→ WHAT IS REQUIRED: Repeat word for word the lines from the top of the records through the line containing "Input: one rendered", and skip the pictures.

Saved entries
_ _ _

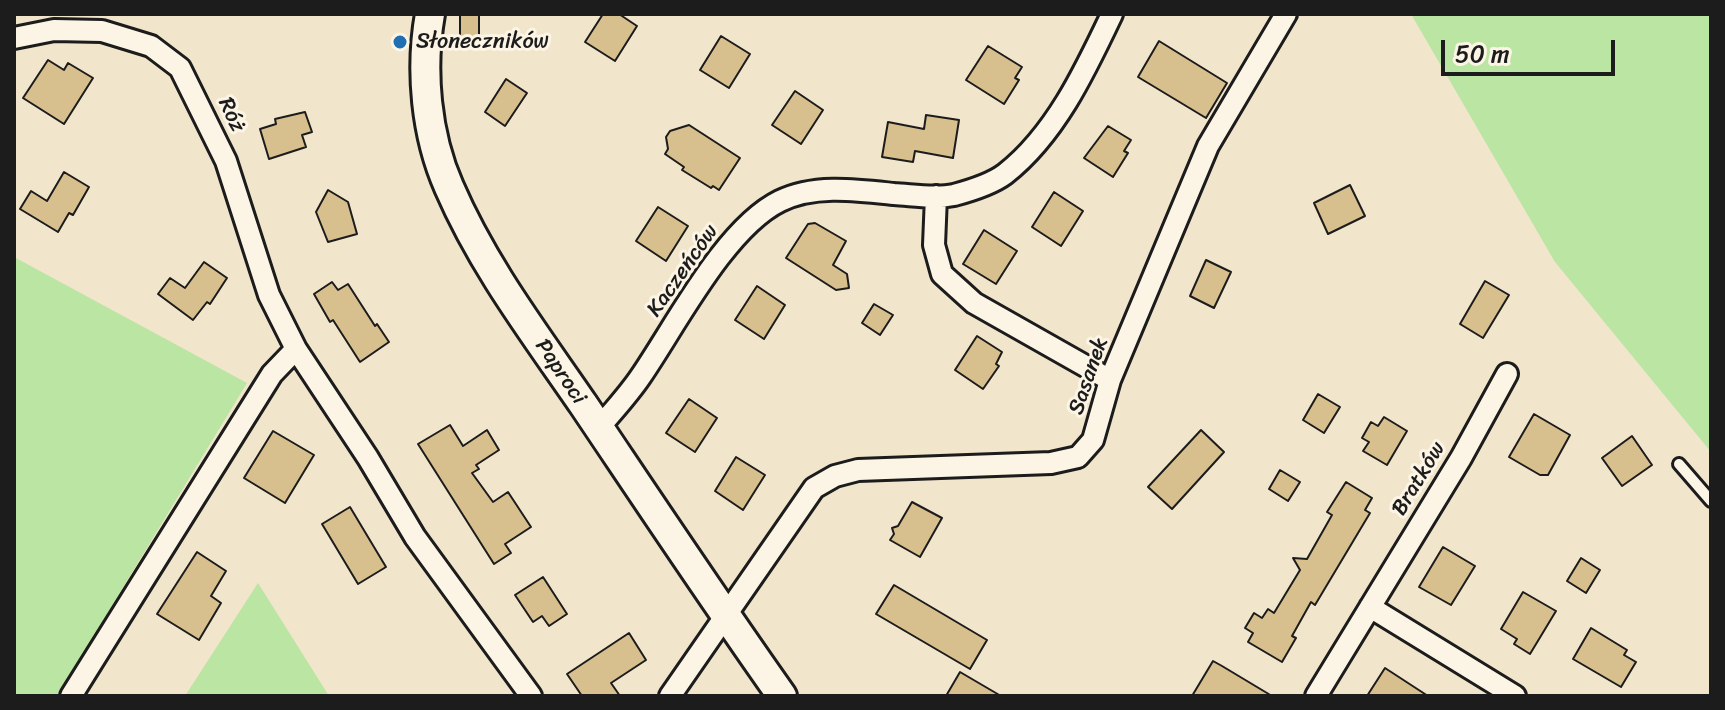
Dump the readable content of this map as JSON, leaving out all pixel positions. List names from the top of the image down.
{
  "streets": {
    "street": [
      "Róż",
      "Kaczeńców",
      "Paproci",
      "Sasanek",
      "Bratków"
    ]
  },
  "crossings": [
    ["Kaczeńców", "Paproci"],
    ["Paproci", "Sasanek"]
  ],
  "places": ["Słoneczników"],
  "scale_bar": "50 m"
}
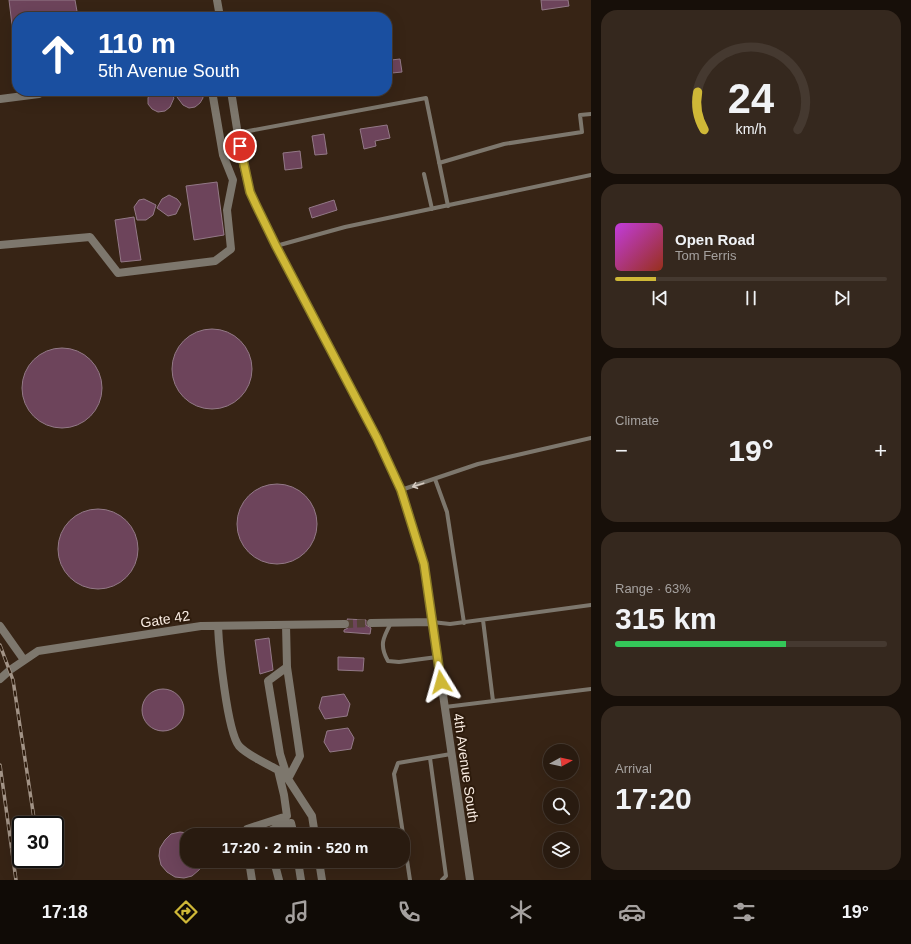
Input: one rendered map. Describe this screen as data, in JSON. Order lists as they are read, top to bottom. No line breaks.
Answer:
{"streets":{"street":["Gate 42","4th Avenue South"]},"north":"right","page":{"turn":["110 m","5th Avenue South"],"song":["Open Road","Tom Ferris"],"tile":["Climate",["Range · 63%","315 km"],["Arrival","17:20"]],"heat":["−","19°","+"],"limit":"30","trip":"17:20 · 2 min · 520 m","tabs":["17:18","19°"],"gauge":["24","km/h"]}}
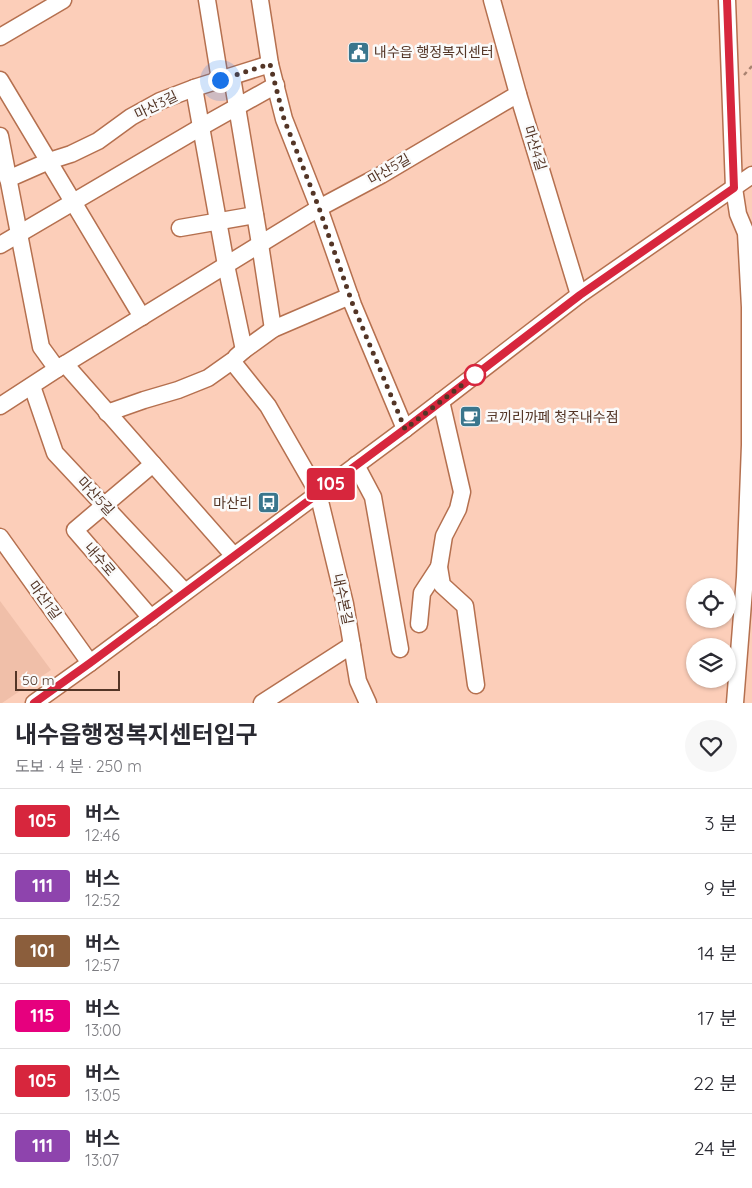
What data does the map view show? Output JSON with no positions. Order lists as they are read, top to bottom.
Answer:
{
  "streets": {
    "street": [
      "마산3길",
      "마산4길",
      "마산5길",
      "내수로",
      "내수본길",
      "마산1길"
    ]
  },
  "crossings": [
    ["마산4길", "마산5길"],
    ["마산5길", "내수로"]
  ],
  "places": {
    "public building": ["내수읍 행정복지센터"],
    "cafe": ["코끼리까페 청주내수점"],
    "bus stop": ["마산리"]
  },
  "lines": ["bus line 105"],
  "scale_bar": "50 m",
  "page": {
    "on_map": "105",
    "scale": "50 m",
    "heading": ["내수읍행정복지센터입구", "도보 · 4 분 · 250 m"],
    "list": [
      {
        "mark": "105",
        "name": "버스",
        "note": "12:46",
        "value": "3 분"
      },
      {
        "mark": "111",
        "name": "버스",
        "note": "12:52",
        "value": "9 분"
      },
      {
        "mark": "101",
        "name": "버스",
        "note": "12:57",
        "value": "14 분"
      },
      {
        "mark": "115",
        "name": "버스",
        "note": "13:00",
        "value": "17 분"
      },
      {
        "mark": "105",
        "name": "버스",
        "note": "13:05",
        "value": "22 분"
      },
      {
        "mark": "111",
        "name": "버스",
        "note": "13:07",
        "value": "24 분"
      }
    ]
  }
}
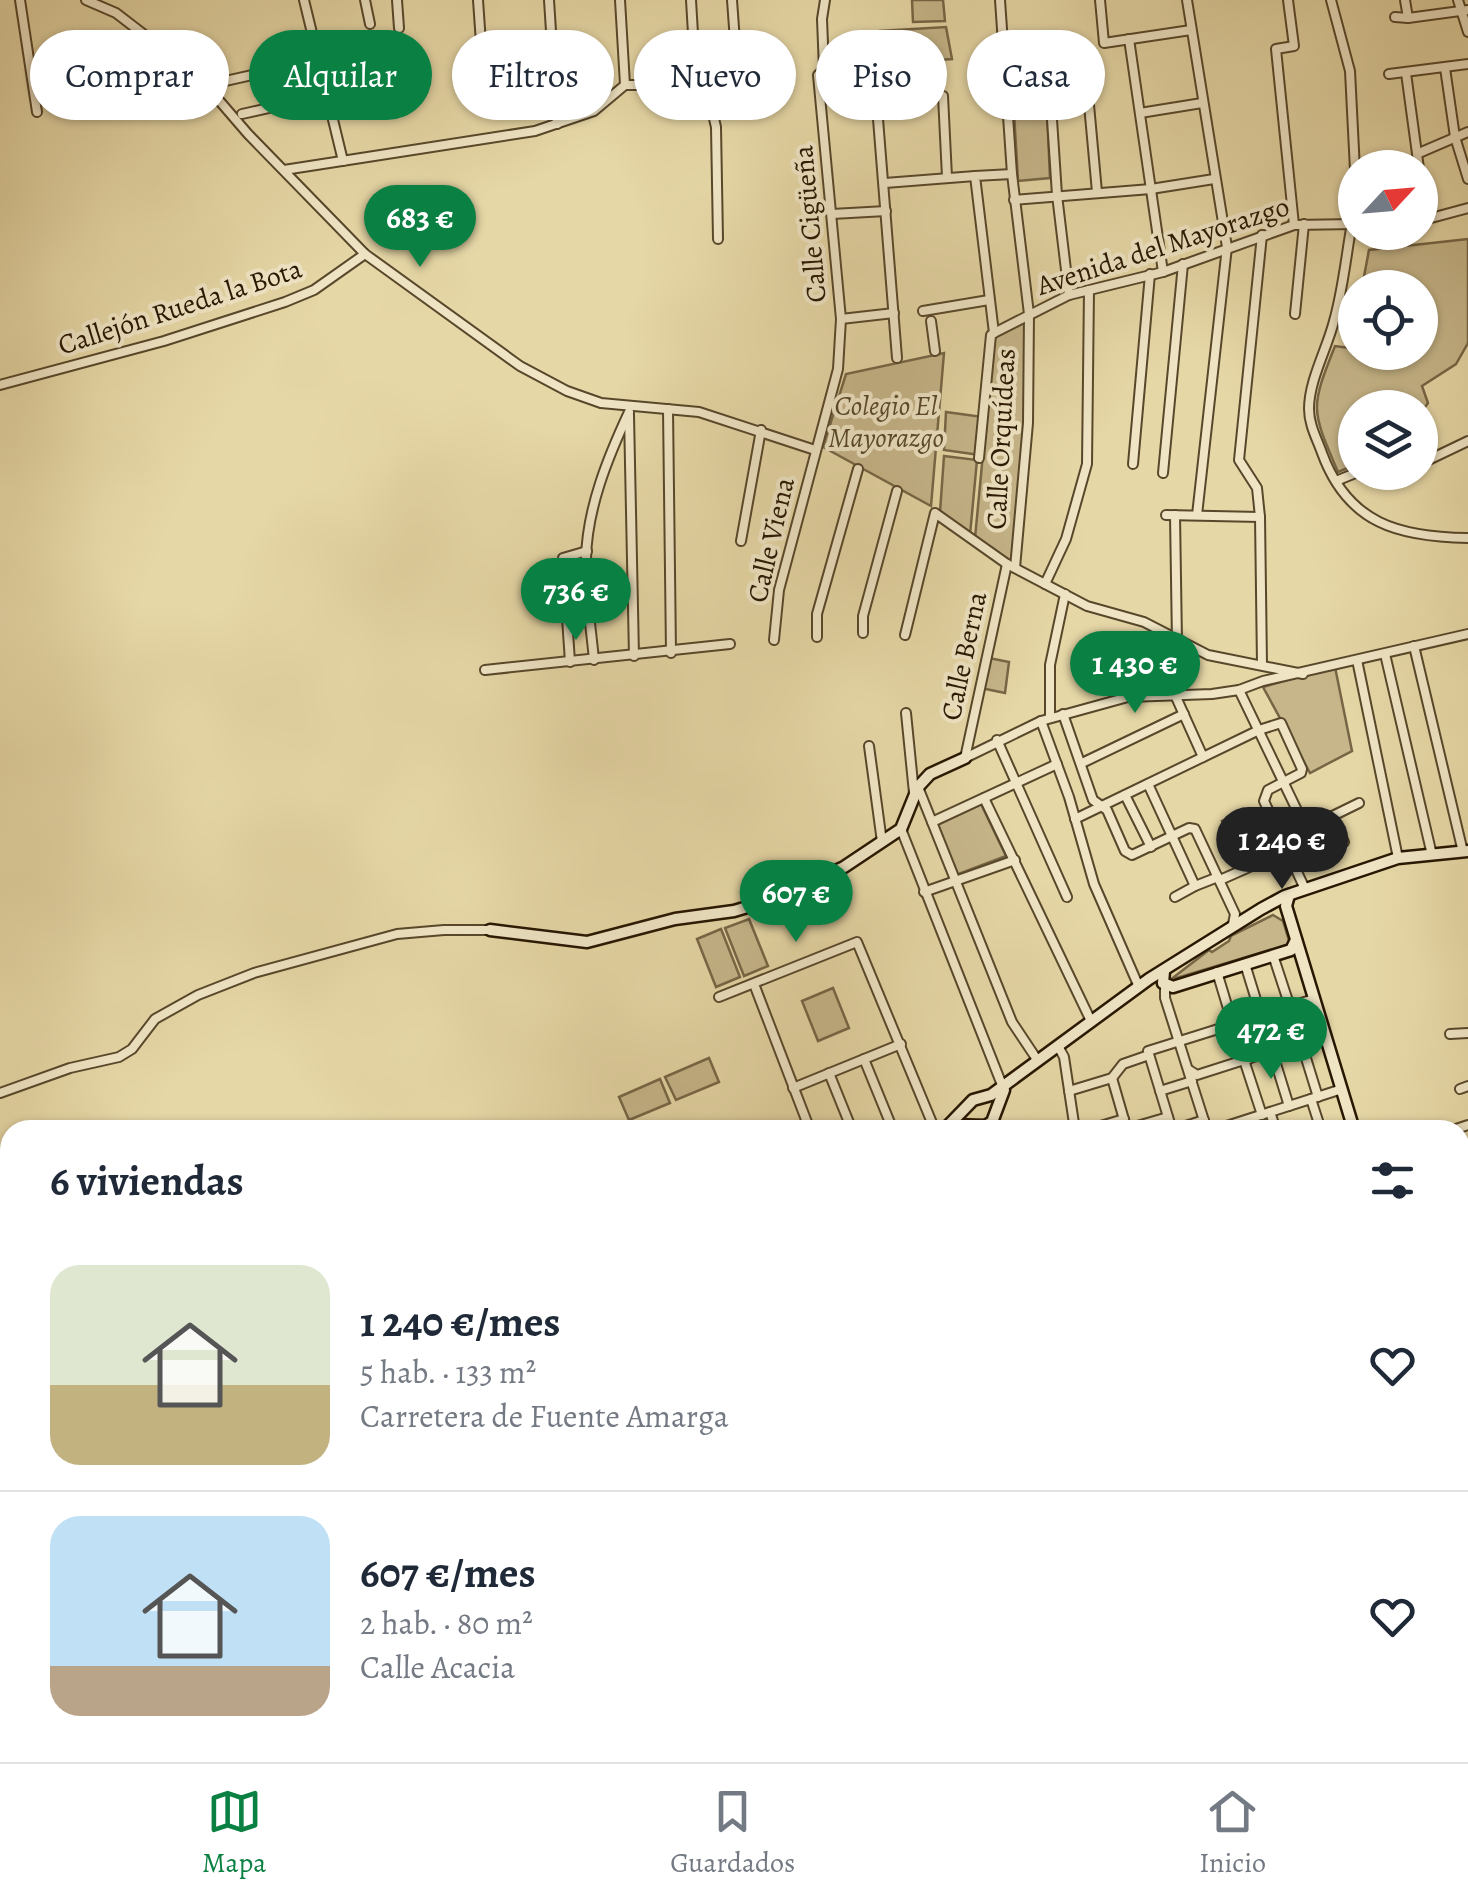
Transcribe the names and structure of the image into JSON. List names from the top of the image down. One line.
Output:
{"streets":{"street":["Calle Cigüeña","Avenida del Mayorazgo","Callejón Rueda la Bota","Calle Orquídeas","Calle Viena","Calle Berna"]},"crossings":[["Calle Cigüeña","Calle Viena"],["Avenida del Mayorazgo","Calle Orquídeas"],["Calle Orquídeas","Calle Berna"]],"parks":["Colegio El Mayorazgo"],"north":"top right","page":{"chip":["Comprar","Alquilar","Filtros","Nuevo","Piso","Casa"],"price":["683 €","736 €","1 430 €","1 240 €","607 €","472 €"],"heading":"6 viviendas","list":[{"name":"1 240 €/mes","note":"5 hab. · 133 m² · Carretera de Fuente Amarga"},{"name":"607 €/mes","note":"2 hab. · 80 m² · Calle Acacia"}],"tabs":["Mapa","Guardados","Inicio"]}}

_ _ _

→ ANSWER BOX:
Dump the readable content of this map as JSON, leaving out all pixel positions. List names from the top of the image down.
{
  "streets": {
    "street": [
      "Róż",
      "Kaczeńców",
      "Paproci",
      "Sasanek",
      "Bratków"
    ]
  },
  "crossings": [
    ["Kaczeńców", "Paproci"],
    ["Paproci", "Sasanek"]
  ],
  "places": ["Słoneczników"],
  "scale_bar": "50 m"
}
Input: one rendered map. Describe this screen as data, in JSON. Order lists as they are read, top to bottom. No line breaks.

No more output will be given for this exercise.